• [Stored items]
══════════════════════════════
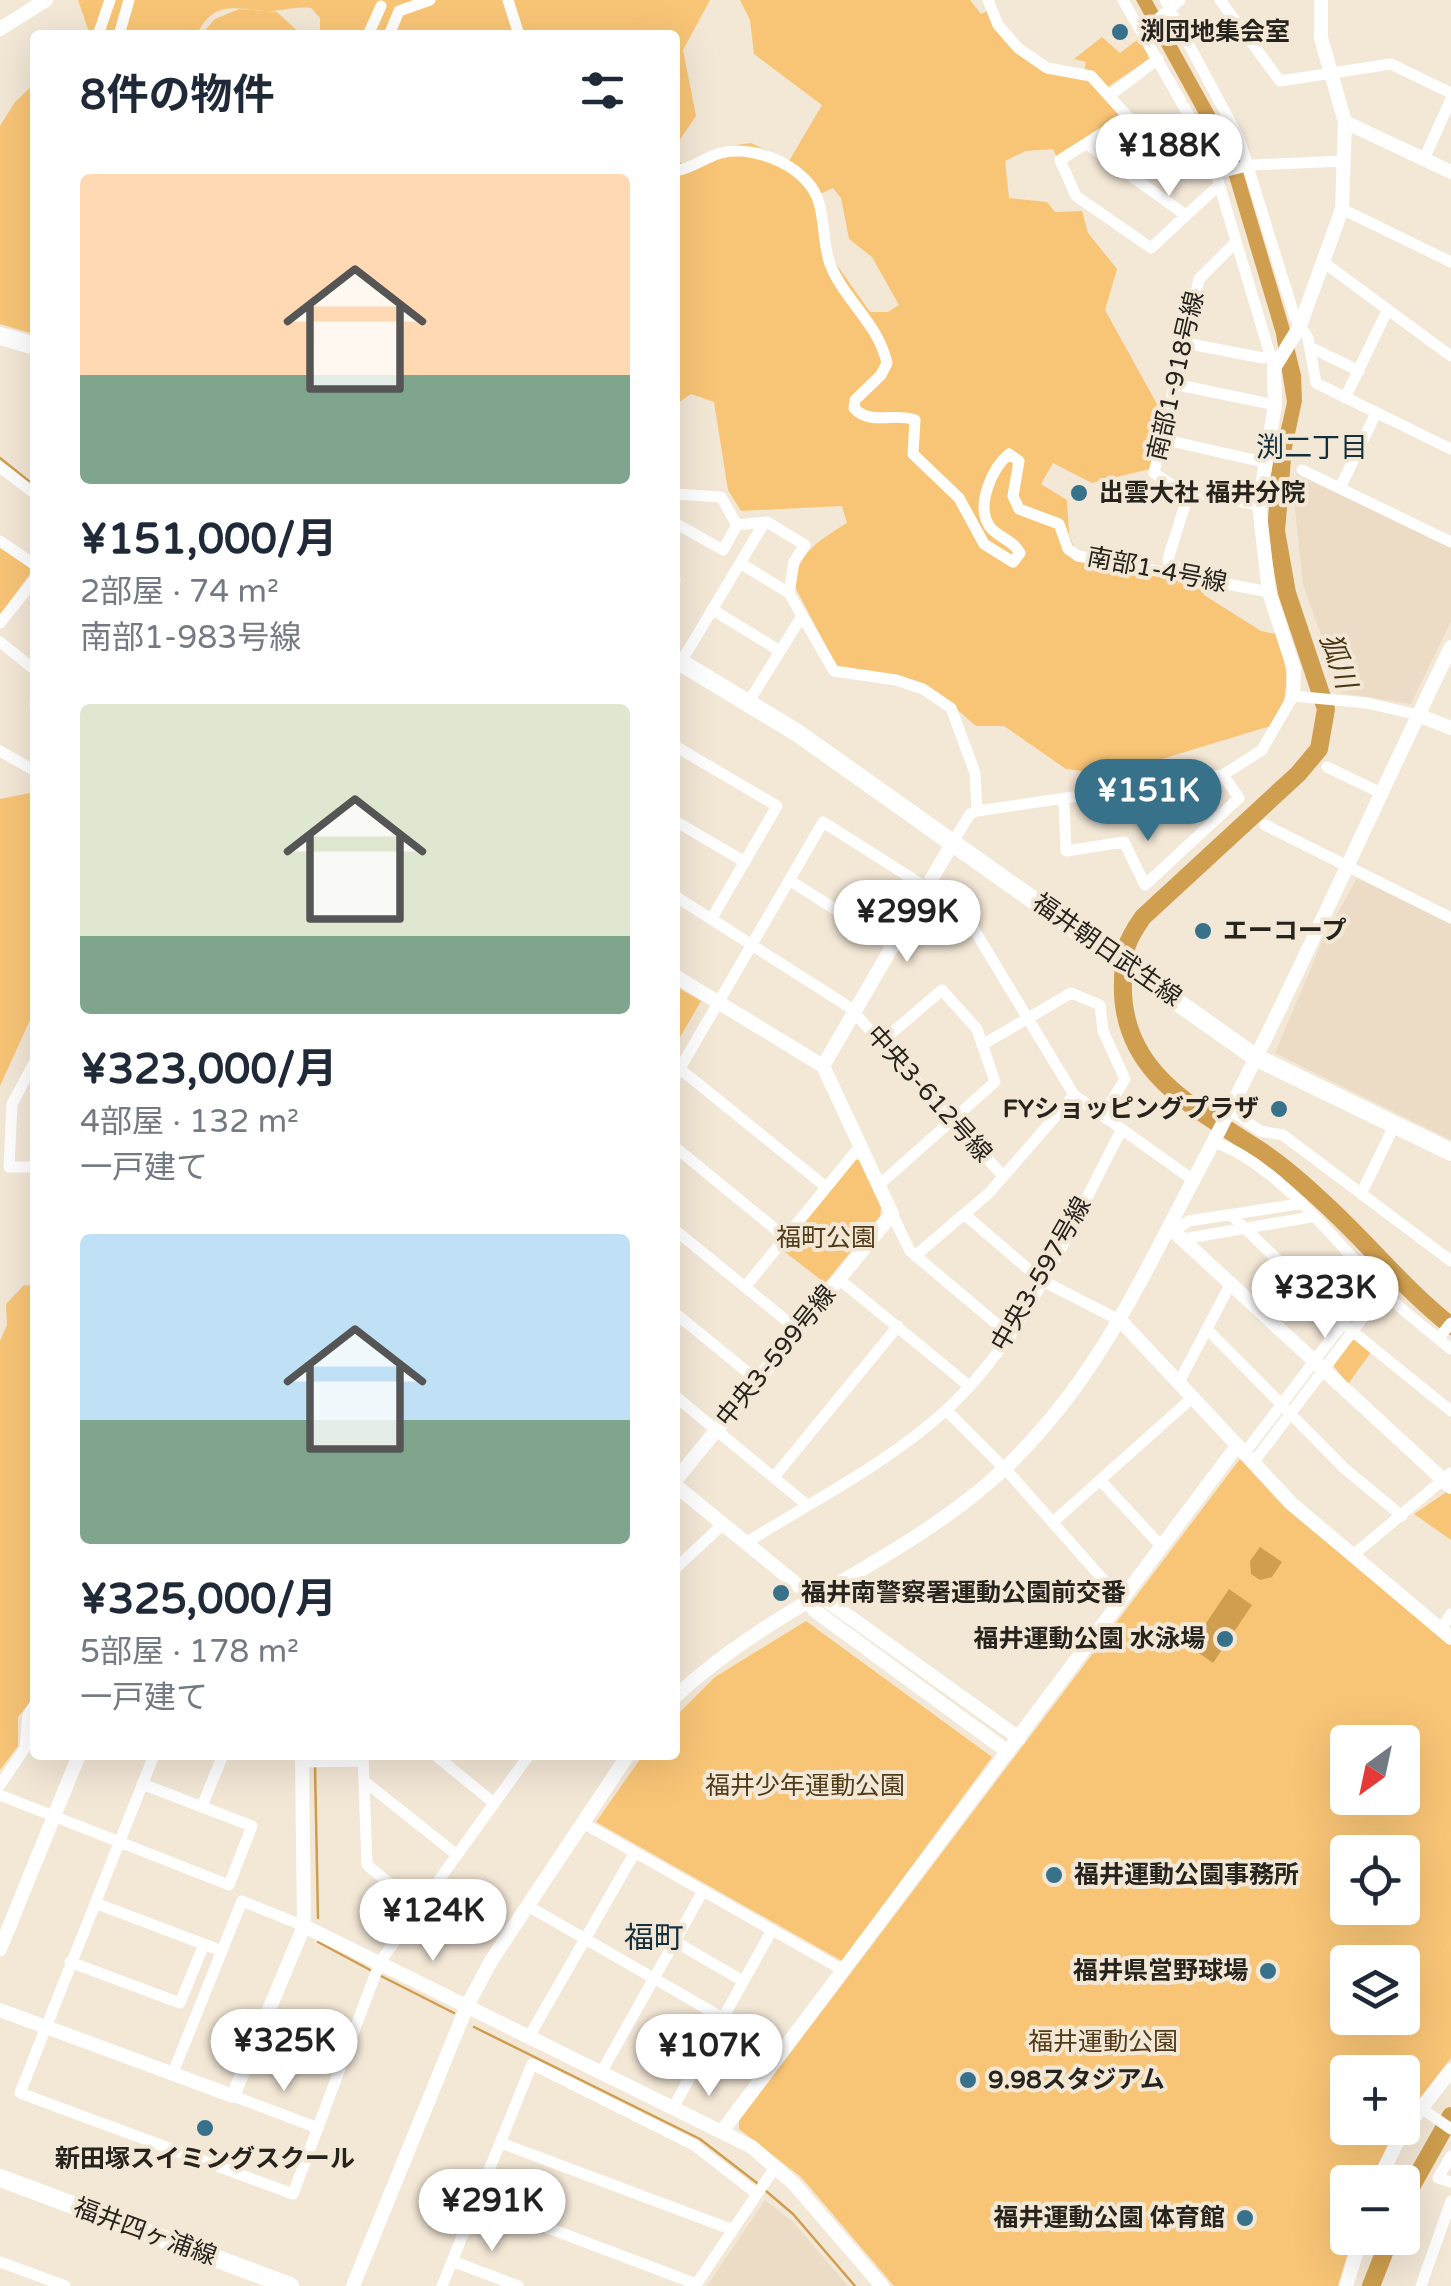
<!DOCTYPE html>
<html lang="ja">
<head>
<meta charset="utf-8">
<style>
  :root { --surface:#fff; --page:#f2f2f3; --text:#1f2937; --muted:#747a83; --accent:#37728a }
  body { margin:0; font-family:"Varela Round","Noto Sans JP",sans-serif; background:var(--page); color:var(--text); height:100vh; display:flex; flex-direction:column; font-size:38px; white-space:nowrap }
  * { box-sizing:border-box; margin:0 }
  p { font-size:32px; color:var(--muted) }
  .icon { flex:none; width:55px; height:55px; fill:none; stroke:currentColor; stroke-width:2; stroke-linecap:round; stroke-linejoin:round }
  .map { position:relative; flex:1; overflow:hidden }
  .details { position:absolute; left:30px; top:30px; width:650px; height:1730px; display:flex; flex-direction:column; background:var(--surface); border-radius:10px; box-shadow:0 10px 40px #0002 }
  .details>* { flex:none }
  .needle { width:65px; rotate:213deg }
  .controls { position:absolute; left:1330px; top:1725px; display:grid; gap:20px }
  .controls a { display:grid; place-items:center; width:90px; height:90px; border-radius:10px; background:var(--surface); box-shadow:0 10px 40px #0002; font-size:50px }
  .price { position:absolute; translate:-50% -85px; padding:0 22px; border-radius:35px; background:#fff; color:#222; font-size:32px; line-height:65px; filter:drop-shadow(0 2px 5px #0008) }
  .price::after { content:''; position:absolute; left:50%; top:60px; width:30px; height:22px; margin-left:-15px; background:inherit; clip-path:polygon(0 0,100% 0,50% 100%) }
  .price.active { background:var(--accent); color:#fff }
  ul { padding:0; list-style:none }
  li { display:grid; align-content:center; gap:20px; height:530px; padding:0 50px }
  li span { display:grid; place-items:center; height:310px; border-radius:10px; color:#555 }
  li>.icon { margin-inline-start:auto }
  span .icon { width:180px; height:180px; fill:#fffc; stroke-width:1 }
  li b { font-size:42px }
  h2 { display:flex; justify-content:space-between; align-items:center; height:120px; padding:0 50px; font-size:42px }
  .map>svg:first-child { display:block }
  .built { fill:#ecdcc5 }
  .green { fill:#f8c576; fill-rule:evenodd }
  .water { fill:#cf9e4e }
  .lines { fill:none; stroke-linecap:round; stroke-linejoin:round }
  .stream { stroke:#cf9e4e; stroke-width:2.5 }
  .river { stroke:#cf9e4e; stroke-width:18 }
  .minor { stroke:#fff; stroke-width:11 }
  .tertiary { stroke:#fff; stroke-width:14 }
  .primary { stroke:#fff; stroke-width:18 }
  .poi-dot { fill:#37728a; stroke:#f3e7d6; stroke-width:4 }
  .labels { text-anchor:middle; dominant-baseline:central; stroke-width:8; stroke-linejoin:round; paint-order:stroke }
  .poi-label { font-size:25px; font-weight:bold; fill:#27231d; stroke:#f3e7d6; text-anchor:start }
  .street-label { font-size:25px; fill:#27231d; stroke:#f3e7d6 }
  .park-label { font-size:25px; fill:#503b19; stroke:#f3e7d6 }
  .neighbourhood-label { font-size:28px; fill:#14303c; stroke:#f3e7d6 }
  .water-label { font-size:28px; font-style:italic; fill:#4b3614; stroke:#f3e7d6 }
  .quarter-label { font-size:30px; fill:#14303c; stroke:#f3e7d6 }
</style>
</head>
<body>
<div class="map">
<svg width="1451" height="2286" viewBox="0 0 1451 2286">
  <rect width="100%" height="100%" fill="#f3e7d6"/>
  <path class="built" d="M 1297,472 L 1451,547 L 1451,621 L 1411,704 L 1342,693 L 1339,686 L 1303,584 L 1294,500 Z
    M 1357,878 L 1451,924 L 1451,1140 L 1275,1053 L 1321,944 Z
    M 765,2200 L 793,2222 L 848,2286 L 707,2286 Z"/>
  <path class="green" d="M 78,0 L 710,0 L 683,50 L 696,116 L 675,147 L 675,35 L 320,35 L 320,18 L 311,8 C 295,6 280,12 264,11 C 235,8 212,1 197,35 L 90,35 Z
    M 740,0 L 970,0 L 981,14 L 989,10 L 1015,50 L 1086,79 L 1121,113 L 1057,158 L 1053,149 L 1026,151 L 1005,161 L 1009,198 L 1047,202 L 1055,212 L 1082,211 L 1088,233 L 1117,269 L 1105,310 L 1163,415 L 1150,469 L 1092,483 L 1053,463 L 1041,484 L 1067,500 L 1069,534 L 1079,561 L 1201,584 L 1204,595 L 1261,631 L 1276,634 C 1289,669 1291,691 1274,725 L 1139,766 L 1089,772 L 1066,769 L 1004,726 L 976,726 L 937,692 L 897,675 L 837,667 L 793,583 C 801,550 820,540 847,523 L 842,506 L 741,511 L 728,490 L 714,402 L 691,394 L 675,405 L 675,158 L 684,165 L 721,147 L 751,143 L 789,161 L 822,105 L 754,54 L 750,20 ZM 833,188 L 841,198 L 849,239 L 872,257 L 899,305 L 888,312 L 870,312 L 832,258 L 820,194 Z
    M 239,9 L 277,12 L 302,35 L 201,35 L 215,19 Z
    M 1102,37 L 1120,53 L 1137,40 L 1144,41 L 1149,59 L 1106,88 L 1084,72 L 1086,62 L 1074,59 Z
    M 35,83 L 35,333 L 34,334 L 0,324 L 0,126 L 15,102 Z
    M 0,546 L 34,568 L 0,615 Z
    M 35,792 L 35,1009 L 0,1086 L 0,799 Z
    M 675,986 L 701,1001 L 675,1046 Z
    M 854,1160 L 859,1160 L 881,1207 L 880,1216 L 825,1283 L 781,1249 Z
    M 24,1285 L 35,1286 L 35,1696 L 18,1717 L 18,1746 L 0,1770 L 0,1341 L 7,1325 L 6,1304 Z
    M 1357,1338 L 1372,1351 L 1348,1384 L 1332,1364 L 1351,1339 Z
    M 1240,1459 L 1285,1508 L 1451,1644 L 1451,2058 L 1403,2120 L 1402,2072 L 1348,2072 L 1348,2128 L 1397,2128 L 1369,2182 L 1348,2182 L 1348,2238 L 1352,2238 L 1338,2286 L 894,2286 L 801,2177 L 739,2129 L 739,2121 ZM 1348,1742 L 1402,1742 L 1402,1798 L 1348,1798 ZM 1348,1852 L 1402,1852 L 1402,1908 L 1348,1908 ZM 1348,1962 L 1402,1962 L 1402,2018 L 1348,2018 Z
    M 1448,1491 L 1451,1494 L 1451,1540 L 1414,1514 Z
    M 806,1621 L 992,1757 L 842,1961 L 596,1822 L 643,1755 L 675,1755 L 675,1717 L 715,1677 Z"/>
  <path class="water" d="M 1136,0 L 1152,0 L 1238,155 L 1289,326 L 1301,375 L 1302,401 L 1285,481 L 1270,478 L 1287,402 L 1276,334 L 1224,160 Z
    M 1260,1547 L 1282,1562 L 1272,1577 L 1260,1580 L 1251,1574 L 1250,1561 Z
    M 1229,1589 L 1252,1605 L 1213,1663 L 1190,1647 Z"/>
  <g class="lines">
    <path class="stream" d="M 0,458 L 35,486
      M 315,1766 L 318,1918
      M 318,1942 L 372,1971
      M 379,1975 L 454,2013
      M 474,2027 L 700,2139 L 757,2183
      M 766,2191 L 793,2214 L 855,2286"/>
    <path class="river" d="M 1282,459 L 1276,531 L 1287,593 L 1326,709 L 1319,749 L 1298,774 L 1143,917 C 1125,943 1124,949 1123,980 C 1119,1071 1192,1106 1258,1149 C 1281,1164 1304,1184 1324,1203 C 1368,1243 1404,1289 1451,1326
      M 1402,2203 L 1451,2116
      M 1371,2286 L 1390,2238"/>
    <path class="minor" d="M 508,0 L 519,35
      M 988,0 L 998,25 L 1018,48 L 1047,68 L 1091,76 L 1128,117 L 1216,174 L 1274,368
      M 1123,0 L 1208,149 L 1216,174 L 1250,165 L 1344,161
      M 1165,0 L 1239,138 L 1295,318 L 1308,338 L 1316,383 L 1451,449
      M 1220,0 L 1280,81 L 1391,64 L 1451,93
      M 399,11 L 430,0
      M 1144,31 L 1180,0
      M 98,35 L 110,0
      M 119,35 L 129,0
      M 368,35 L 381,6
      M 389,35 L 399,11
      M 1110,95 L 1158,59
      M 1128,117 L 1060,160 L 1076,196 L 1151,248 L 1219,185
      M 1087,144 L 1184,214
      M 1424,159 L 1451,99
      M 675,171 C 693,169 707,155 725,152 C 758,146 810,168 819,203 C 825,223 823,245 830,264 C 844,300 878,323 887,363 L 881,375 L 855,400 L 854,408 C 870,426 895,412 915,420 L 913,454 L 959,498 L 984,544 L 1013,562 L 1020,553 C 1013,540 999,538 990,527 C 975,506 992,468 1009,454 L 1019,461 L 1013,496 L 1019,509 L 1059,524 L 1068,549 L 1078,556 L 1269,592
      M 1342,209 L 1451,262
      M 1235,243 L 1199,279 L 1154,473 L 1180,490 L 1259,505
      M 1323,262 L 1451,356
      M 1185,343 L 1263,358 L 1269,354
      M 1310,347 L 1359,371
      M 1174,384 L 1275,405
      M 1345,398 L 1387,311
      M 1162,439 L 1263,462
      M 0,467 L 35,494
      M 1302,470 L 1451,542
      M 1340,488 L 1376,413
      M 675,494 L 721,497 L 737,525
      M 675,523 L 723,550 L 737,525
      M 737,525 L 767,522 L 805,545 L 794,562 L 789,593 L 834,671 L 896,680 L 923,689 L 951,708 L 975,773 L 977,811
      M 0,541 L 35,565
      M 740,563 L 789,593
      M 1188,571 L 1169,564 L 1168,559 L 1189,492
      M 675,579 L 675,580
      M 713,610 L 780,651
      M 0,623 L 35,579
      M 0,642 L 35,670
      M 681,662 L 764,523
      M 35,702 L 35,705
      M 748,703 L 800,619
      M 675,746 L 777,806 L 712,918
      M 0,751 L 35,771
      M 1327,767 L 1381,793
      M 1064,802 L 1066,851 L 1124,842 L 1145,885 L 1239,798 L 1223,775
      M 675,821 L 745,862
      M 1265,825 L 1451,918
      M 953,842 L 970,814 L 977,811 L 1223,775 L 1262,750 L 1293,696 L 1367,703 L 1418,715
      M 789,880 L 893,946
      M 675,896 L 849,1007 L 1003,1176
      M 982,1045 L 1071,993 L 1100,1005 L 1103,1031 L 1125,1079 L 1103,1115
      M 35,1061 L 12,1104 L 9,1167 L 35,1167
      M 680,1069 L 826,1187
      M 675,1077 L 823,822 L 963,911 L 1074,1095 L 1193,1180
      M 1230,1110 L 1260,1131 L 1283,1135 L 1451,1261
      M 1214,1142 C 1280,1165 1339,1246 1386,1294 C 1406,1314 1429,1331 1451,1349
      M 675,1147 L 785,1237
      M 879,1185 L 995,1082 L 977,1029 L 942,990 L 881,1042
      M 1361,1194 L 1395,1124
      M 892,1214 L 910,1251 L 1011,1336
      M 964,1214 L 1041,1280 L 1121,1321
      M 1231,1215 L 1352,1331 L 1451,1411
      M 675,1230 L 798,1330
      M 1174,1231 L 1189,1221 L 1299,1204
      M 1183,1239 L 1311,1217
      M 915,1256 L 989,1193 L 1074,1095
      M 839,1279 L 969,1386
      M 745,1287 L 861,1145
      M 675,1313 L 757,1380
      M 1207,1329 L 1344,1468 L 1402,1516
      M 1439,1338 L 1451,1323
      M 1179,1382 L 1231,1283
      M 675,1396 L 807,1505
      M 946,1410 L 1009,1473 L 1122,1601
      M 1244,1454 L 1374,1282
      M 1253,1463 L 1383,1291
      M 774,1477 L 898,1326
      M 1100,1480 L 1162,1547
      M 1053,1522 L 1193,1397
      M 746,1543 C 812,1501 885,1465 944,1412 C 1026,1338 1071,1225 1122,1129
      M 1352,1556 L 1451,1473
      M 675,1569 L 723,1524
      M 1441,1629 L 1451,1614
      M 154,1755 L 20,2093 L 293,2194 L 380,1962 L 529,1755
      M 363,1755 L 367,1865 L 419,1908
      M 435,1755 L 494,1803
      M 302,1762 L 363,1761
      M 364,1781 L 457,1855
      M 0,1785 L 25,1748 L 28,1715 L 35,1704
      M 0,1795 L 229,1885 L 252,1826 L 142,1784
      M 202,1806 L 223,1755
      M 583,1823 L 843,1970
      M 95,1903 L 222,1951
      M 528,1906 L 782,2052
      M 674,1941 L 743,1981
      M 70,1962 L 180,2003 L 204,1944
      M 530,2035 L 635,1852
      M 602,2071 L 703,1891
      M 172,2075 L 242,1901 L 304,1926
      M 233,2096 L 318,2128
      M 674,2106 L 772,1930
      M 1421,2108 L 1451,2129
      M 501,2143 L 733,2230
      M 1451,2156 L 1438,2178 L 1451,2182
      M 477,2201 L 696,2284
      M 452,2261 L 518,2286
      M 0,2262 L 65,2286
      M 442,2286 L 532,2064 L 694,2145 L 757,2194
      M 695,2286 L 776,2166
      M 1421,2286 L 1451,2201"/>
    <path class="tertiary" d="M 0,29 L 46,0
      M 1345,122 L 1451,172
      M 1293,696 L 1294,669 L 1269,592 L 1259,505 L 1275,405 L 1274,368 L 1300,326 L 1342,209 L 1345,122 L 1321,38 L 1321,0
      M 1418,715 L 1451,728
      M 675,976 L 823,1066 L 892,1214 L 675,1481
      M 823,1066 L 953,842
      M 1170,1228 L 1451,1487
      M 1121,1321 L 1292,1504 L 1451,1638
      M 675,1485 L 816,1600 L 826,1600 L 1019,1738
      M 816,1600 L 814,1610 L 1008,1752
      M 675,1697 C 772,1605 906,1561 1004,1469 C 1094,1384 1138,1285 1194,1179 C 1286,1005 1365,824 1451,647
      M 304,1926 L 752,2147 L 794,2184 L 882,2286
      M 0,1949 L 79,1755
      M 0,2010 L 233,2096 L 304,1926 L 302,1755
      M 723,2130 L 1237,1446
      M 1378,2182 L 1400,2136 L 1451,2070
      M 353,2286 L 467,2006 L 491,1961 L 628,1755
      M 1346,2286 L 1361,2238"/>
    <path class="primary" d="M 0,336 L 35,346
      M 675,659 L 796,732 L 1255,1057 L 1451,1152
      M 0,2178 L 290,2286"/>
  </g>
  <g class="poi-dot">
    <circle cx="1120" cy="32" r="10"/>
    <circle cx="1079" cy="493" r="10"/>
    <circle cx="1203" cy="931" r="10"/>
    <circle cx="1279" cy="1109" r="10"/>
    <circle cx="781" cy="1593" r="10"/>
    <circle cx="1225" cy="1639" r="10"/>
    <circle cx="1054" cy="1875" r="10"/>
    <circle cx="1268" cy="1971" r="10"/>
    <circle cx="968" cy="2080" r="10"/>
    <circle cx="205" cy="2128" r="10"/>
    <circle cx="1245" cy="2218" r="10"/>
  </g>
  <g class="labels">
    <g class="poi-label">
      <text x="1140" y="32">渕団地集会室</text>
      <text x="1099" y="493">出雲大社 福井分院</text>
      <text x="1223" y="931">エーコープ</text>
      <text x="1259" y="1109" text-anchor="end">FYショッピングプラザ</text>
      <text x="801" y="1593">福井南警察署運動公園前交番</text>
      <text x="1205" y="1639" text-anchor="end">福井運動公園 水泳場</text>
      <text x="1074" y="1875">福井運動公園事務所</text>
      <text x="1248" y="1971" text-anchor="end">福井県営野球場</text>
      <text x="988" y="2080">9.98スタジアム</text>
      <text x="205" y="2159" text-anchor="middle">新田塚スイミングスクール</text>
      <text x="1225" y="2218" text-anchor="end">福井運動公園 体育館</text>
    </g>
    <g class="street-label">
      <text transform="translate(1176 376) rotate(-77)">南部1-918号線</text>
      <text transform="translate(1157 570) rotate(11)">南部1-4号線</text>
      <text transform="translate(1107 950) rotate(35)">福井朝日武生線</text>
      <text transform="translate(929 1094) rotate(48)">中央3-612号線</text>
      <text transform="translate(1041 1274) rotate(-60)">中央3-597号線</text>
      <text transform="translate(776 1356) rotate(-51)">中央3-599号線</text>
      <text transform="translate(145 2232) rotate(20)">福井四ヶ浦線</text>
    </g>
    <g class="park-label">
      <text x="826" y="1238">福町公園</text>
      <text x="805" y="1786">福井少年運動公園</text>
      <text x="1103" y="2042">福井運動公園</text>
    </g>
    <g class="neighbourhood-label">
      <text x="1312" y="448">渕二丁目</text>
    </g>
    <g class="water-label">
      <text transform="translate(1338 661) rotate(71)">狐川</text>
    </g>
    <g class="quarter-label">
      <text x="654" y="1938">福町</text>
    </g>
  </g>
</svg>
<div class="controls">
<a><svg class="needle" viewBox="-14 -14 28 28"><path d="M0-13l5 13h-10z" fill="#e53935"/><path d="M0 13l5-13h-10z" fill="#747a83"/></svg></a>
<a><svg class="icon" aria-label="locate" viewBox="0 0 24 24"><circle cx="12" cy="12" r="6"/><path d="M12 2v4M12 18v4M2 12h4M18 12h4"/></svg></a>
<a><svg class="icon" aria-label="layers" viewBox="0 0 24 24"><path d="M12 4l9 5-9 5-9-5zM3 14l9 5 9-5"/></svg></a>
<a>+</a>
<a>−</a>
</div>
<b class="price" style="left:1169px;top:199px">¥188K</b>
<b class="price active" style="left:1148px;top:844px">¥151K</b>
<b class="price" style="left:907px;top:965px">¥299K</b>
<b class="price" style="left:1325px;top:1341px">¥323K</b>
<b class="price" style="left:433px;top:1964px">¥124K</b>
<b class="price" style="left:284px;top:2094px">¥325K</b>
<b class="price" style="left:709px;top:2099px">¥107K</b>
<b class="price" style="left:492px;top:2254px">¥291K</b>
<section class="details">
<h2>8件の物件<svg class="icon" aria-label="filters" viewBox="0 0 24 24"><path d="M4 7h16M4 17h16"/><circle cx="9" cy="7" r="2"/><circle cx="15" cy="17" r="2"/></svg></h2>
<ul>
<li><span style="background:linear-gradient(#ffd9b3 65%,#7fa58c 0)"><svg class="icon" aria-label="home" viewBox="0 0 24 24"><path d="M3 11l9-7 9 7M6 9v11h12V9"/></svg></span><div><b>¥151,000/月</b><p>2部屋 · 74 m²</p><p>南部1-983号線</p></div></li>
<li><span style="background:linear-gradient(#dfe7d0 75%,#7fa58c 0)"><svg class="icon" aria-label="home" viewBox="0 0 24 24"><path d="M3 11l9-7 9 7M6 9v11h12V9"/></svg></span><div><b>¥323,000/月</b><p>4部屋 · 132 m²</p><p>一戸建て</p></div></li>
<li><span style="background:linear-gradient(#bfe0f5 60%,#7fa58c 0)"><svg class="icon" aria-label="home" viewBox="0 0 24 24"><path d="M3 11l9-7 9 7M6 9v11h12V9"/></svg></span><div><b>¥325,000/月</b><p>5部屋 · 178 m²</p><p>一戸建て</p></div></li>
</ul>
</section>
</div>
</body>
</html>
══════════════════════════════
• [What the exercise asks] Copy each line of the records that has "lines" in it.

• [Response]
  .lines { fill:none; stroke-linecap:round; stroke-linejoin:round }
  <g class="lines">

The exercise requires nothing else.